Hoje em dia as pessoas têm vergonha de dizer “eu te amo”. Sentem-se ressabiadas, tentam inventar coisas, maneiras de fazer tal declaração.
Marta, mulher que pede pouco. Alta e de corpo delgado. Universitária com uma filha. Ulisses, homem de meia idade. Infeliz, separado legalmente. Nunca cursou uma cadeira universitária sequer.

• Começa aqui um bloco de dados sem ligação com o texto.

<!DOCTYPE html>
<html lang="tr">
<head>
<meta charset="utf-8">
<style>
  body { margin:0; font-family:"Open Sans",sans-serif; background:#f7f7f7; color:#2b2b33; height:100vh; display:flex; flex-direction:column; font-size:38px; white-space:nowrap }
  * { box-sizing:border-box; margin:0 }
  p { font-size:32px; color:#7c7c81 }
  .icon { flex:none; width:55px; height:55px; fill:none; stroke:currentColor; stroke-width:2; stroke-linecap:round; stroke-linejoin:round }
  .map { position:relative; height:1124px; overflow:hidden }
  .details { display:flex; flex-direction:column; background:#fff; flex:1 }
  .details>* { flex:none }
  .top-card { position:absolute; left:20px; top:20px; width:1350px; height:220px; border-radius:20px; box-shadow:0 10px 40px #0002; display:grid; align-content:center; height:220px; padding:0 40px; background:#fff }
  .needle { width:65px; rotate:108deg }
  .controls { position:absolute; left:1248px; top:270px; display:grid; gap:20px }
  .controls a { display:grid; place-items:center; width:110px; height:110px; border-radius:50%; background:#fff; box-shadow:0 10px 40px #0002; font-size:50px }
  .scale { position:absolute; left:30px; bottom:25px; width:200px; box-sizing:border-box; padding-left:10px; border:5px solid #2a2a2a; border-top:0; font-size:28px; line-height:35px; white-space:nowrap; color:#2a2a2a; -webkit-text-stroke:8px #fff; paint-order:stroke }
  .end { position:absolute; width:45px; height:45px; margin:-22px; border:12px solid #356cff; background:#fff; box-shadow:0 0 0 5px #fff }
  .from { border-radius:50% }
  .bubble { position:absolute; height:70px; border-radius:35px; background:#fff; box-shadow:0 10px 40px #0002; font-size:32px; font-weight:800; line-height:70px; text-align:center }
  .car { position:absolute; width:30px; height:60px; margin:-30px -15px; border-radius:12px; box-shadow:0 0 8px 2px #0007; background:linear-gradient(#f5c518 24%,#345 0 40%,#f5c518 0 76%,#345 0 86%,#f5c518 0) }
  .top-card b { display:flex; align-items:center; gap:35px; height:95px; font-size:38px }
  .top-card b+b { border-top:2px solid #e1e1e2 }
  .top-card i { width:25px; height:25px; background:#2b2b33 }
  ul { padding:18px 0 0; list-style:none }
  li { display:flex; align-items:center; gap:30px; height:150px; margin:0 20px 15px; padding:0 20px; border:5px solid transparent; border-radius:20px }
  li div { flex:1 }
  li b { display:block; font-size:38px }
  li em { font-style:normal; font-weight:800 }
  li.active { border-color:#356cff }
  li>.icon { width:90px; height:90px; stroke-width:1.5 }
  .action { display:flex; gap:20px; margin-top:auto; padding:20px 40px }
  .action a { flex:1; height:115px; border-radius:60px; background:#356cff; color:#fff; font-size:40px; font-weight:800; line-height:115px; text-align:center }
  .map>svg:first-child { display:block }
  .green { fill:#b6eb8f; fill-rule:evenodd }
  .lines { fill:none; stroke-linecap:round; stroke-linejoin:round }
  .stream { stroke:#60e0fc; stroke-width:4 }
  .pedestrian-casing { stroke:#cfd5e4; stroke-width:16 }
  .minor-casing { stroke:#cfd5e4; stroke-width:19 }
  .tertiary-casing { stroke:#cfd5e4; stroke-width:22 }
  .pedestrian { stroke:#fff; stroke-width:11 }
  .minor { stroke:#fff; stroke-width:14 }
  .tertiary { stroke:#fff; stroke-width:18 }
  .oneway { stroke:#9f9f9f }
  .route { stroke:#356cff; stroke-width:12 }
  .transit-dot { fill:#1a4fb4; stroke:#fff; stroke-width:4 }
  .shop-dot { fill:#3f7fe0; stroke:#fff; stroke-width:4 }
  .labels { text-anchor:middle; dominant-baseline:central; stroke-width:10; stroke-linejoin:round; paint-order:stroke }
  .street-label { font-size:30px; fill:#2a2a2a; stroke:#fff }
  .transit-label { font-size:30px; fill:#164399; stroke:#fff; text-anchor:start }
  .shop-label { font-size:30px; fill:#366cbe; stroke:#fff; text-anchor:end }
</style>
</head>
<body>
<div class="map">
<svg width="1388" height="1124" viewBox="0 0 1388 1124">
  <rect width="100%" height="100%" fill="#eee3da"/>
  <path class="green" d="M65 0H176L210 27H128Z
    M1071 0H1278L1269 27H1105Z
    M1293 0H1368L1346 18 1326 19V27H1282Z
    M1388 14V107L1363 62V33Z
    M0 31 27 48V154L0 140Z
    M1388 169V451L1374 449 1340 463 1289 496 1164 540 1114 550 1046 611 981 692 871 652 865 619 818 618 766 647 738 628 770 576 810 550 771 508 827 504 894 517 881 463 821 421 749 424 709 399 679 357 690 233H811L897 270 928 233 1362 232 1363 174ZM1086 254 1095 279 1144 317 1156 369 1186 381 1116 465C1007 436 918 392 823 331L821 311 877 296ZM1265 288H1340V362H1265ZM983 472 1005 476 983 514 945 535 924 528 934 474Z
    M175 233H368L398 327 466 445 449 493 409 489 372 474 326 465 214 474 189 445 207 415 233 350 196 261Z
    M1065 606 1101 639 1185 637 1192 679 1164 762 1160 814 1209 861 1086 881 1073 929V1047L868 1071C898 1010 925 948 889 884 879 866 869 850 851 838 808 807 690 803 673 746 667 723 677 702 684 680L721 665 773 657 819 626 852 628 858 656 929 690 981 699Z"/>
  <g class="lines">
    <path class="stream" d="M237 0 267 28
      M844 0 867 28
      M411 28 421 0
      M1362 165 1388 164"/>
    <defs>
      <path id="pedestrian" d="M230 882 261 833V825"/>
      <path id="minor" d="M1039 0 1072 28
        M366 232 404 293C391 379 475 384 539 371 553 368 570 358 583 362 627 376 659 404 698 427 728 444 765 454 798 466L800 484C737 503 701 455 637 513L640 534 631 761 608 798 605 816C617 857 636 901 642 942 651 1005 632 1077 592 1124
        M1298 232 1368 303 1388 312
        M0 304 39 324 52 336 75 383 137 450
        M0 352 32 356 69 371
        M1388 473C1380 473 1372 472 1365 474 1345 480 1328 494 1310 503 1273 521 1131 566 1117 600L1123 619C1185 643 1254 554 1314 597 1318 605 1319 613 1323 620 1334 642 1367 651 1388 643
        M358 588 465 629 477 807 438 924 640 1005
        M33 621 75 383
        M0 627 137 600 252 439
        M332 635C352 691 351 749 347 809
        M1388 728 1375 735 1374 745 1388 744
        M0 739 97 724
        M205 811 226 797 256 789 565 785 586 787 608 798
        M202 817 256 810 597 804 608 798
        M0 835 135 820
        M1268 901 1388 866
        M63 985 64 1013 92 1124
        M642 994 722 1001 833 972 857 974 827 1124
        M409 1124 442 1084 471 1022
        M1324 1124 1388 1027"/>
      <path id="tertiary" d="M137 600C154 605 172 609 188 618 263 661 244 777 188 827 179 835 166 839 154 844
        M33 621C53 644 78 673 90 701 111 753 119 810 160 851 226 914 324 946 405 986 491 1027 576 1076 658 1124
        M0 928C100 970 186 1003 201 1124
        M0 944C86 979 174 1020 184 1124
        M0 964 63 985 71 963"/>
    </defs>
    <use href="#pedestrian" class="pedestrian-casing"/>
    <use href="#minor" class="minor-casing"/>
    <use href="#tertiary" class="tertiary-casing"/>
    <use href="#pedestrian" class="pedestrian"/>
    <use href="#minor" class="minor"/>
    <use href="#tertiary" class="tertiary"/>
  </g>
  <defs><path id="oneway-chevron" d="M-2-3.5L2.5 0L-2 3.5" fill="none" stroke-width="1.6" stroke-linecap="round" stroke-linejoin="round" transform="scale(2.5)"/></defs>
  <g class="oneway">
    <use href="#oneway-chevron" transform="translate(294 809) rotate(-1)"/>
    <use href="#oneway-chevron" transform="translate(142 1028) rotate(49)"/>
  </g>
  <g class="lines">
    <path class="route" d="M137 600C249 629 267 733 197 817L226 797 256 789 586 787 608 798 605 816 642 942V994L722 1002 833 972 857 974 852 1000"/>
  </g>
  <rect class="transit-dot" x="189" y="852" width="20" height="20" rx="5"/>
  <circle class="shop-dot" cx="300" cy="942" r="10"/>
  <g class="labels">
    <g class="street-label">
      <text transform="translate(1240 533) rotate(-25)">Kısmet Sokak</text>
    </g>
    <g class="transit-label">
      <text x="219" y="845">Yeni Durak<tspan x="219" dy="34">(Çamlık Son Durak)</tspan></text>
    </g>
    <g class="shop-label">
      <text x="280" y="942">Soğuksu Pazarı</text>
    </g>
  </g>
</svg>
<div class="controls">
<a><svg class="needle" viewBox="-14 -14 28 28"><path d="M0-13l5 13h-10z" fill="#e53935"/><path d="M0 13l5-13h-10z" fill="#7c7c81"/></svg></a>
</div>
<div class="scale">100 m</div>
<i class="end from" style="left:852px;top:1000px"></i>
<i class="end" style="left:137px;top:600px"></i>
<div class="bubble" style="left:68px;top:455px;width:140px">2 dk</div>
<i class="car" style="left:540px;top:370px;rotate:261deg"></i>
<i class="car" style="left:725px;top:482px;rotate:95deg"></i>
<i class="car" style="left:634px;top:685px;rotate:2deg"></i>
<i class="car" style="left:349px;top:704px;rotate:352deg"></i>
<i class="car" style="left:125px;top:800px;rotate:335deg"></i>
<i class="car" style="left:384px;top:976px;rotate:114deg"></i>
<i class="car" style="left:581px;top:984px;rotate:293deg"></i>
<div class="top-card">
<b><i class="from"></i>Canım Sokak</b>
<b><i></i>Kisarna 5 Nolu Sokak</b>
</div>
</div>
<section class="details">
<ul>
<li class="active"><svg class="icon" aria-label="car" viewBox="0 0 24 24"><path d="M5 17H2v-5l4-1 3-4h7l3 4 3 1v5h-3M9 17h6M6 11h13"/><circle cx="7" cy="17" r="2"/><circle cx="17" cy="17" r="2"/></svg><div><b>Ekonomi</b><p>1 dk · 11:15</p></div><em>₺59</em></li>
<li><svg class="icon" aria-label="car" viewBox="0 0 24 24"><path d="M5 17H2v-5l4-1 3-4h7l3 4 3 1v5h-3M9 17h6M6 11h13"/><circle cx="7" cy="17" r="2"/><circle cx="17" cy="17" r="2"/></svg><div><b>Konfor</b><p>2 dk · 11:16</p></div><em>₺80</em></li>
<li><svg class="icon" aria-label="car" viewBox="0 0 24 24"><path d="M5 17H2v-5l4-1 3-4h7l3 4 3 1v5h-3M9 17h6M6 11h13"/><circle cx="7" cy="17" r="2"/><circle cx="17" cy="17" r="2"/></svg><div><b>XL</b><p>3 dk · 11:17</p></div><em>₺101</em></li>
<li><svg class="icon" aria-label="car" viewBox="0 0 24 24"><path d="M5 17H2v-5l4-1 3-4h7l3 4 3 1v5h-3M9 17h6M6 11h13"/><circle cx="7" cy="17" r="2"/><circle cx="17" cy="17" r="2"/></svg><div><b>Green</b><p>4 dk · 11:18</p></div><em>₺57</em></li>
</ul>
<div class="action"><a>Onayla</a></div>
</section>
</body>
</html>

O que essas pessoas têm em comum? O fato de nunca terem se conhecido.
Se se conhecessem que passaria? Nada, não sei. Não vivo em mente nem em coração alheios...








Há gente que pergunta se a vida ‘tá boa, se ‘tá tudo equilibrado, se o dinheiro ‘tá dando ou sei lá que mais...
Mas ninguém pergunta se o coração ‘tá equilibrado, os olhos ‘tão inteiros ou se a alma passa fome.
Um outro dia, minha filha me perguntou o porquê de não ter me casado. Perguntou se eu tinha medo de amar. Ela jura, selando os dedos com os lábios, não fazer pirraça, mau criação e até sorriria se ele a chamasse de filha.
Eu a abracei e lhe beijei a testa. Com meu corpo trêmulo e olhos derretidos fui ao meu quarto, “não é coisa para criança ver adulto chorar”.
A menina me olhando obscenamente fala “você ‘tá chorando, mamãe! Quanto tempo você não ri? Hein?”.
Eu dei um sorriso debochado e seco, então ela rebateu:
“Sei...”
Ela já tem idade para ironizar.
Deitei na cama e me cobri toda até os grandes cabelos, que só me atrapalham. Ouvia meu coração.
“Mamãe, ta na hora de você arrumar um namorado!”, esbravejou-a.
Eu sorri, a puxei para a cama, a abracei e a beijei.
“Isso é coisa de adulto Lóri, de gente grande. Vai brincar com sua filha, pentear os cabelos da Jú...”. Corta-me com ar de criança: “Luisa, mamãe!”.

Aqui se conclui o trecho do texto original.